**TASK DESCRIPTION:**
Where the word "scale" shows up in the entries below, please copy the whole line.

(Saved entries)

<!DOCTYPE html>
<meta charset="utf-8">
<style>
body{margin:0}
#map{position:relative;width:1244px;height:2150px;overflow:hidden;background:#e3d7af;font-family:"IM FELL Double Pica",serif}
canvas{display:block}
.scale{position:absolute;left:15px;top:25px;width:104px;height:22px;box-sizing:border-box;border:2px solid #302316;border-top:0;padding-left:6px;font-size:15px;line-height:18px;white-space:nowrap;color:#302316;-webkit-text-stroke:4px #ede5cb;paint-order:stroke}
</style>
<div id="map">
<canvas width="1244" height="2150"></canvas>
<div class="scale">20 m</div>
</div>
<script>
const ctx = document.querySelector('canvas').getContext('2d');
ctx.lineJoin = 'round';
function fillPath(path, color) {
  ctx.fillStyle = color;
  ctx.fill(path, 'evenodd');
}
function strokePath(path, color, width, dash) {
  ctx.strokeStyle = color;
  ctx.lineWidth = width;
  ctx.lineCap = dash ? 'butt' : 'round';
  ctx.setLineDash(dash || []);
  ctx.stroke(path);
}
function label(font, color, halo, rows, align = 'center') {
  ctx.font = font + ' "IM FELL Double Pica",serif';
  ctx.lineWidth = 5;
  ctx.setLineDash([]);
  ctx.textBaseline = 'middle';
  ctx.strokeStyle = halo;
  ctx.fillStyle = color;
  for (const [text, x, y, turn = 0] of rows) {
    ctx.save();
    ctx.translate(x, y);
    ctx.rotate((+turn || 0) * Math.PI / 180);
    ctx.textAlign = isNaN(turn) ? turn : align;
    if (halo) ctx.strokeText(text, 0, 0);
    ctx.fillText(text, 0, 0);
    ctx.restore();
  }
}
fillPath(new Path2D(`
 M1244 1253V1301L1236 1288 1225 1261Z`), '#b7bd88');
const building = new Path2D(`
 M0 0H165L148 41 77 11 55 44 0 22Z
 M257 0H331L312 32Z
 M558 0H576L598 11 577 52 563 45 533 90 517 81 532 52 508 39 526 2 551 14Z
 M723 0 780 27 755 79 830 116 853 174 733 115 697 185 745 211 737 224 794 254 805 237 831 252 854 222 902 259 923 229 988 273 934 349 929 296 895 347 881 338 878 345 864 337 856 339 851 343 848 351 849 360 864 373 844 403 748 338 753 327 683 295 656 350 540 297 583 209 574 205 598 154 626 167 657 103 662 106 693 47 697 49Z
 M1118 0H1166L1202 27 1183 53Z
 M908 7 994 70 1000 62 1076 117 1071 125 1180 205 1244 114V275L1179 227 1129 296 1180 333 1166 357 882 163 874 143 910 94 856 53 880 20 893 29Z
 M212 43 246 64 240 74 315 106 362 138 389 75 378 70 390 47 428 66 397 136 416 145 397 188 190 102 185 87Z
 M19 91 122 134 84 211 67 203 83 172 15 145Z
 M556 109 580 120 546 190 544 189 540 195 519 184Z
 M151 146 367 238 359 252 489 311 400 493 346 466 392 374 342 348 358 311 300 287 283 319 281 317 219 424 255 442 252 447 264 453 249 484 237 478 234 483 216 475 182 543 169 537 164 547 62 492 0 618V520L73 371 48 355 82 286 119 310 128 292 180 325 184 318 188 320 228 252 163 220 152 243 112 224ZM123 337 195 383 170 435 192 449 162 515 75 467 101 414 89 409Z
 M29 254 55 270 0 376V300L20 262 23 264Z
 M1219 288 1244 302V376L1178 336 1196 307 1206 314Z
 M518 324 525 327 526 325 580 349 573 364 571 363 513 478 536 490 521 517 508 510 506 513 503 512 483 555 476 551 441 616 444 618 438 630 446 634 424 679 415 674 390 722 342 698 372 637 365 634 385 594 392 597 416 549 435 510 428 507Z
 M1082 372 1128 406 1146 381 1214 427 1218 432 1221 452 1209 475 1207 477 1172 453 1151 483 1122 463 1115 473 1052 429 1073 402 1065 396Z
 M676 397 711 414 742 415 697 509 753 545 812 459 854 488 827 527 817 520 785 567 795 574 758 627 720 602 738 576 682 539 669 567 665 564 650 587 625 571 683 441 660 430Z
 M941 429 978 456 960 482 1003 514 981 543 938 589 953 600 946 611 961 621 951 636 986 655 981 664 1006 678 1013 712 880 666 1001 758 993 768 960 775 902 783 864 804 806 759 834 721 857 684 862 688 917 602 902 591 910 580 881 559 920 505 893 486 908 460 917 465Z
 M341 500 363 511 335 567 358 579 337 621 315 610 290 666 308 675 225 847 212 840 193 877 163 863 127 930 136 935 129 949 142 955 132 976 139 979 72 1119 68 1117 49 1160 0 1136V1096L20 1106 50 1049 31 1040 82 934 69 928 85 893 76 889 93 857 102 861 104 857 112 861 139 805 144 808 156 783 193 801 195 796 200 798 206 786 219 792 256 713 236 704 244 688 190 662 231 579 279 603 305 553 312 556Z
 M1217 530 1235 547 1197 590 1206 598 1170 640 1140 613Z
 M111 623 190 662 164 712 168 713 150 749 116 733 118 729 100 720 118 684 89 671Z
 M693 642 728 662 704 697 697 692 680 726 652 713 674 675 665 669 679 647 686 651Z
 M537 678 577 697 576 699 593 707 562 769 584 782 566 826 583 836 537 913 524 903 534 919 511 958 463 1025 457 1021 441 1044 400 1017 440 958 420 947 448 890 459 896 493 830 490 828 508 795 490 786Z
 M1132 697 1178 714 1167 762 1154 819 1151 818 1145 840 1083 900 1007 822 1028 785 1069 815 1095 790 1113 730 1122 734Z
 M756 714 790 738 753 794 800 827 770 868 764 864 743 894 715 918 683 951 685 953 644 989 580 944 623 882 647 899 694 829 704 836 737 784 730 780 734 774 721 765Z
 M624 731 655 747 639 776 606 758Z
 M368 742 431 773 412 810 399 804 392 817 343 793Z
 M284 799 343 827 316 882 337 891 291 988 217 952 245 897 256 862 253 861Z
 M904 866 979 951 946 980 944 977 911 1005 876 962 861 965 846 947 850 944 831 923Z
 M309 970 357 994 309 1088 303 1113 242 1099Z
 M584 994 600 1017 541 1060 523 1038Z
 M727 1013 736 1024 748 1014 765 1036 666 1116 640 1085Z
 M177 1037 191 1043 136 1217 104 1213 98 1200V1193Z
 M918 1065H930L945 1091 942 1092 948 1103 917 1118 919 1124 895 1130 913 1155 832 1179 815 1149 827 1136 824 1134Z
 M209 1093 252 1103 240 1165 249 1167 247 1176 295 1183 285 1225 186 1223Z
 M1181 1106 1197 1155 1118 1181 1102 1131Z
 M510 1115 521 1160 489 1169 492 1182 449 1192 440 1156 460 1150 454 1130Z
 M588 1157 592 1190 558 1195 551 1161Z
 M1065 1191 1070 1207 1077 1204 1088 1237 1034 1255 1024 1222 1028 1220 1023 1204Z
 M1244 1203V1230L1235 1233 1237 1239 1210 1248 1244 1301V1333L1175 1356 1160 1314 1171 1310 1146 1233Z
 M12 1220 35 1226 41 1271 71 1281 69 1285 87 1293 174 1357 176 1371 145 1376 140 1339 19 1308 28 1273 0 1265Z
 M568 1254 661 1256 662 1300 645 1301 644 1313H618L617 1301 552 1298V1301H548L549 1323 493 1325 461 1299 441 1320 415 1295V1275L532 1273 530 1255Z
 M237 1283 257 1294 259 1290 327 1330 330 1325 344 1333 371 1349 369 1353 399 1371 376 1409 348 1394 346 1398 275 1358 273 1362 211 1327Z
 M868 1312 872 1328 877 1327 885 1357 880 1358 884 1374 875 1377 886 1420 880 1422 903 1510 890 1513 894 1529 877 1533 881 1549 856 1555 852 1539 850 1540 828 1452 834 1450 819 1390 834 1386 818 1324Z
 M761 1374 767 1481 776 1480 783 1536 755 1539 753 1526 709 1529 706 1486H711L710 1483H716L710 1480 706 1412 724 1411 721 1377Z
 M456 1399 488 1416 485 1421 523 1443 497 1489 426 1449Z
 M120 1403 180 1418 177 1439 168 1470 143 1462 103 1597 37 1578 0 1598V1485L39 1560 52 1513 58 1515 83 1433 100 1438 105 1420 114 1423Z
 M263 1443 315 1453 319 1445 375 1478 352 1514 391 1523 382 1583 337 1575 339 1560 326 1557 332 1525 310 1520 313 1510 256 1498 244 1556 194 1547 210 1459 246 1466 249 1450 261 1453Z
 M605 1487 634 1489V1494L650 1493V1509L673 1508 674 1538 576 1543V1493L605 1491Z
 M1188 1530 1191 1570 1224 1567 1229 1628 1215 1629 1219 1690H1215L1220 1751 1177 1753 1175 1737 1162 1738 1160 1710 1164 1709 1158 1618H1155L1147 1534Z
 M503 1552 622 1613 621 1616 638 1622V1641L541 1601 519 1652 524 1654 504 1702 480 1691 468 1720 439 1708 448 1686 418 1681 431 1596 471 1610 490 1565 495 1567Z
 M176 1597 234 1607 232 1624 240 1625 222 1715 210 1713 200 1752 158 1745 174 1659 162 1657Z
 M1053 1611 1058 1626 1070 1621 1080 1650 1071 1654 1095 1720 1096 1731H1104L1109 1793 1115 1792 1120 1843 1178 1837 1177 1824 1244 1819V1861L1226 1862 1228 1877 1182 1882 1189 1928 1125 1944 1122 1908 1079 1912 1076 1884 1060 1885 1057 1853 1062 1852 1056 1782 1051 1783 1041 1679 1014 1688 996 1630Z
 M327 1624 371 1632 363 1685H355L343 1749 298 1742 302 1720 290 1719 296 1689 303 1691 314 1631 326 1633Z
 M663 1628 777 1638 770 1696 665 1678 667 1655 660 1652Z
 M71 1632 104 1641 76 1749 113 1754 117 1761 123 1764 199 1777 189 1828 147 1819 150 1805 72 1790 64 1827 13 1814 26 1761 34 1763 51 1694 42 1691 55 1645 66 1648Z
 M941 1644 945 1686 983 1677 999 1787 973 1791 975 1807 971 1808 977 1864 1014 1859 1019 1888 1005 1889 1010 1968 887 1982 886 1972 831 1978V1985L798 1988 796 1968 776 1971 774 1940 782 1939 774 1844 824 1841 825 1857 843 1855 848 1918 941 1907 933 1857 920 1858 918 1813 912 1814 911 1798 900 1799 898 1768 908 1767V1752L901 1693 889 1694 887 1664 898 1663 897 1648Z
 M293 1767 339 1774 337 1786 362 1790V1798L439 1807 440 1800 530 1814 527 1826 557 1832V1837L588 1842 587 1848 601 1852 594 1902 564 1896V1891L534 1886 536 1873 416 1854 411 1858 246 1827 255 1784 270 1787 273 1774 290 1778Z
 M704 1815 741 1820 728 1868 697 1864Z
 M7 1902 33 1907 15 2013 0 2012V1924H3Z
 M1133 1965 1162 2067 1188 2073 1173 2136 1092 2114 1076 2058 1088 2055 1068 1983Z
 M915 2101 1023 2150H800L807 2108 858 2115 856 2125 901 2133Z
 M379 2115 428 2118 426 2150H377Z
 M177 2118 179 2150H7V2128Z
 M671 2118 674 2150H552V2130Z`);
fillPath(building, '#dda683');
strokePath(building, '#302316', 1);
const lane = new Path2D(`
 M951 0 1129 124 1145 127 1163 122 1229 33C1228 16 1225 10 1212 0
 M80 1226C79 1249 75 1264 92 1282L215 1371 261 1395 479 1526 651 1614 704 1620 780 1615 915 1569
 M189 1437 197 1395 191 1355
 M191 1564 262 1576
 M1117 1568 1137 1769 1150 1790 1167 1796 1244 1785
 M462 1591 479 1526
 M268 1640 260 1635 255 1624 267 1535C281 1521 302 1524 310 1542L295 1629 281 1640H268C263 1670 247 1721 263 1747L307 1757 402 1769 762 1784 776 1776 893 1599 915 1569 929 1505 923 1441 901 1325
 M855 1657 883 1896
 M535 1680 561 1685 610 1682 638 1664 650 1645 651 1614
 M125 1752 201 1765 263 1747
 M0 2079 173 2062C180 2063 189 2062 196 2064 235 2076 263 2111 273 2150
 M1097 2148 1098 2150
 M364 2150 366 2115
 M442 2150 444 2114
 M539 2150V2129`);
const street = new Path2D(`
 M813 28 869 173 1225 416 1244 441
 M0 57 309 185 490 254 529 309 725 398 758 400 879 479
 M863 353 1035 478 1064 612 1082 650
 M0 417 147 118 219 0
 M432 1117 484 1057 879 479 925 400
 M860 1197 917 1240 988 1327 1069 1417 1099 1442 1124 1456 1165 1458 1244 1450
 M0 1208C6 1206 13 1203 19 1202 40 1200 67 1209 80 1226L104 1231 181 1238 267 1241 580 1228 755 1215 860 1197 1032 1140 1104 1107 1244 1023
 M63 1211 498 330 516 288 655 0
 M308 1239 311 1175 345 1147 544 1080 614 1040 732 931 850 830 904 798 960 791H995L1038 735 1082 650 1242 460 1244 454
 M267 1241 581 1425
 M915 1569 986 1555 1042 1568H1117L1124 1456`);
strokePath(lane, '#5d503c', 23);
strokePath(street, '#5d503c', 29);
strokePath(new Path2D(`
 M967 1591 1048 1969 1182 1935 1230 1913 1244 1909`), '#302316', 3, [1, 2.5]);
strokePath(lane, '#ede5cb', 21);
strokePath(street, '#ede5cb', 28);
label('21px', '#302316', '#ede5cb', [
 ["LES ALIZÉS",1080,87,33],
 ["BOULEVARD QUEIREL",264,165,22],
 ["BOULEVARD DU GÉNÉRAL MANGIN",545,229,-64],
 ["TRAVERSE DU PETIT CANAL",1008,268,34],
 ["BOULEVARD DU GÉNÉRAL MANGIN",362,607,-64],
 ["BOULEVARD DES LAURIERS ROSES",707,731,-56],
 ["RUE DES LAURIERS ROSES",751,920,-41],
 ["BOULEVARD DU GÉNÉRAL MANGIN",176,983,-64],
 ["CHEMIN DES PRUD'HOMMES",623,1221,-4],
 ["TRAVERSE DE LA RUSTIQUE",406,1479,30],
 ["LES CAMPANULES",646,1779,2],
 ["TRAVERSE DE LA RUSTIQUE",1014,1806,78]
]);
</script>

**ANSWER BOX:**
.scale{position:absolute;left:15px;top:25px;width:104px;height:22px;box-sizing:border-box;border:2px solid #302316;border-top:0;padding-left:6px;font-size:15px;line-height:18px;white-space:nowrap;color:#302316;-webkit-text-stroke:4px #ede5cb;paint-order:stroke}
<div class="scale">20 m</div>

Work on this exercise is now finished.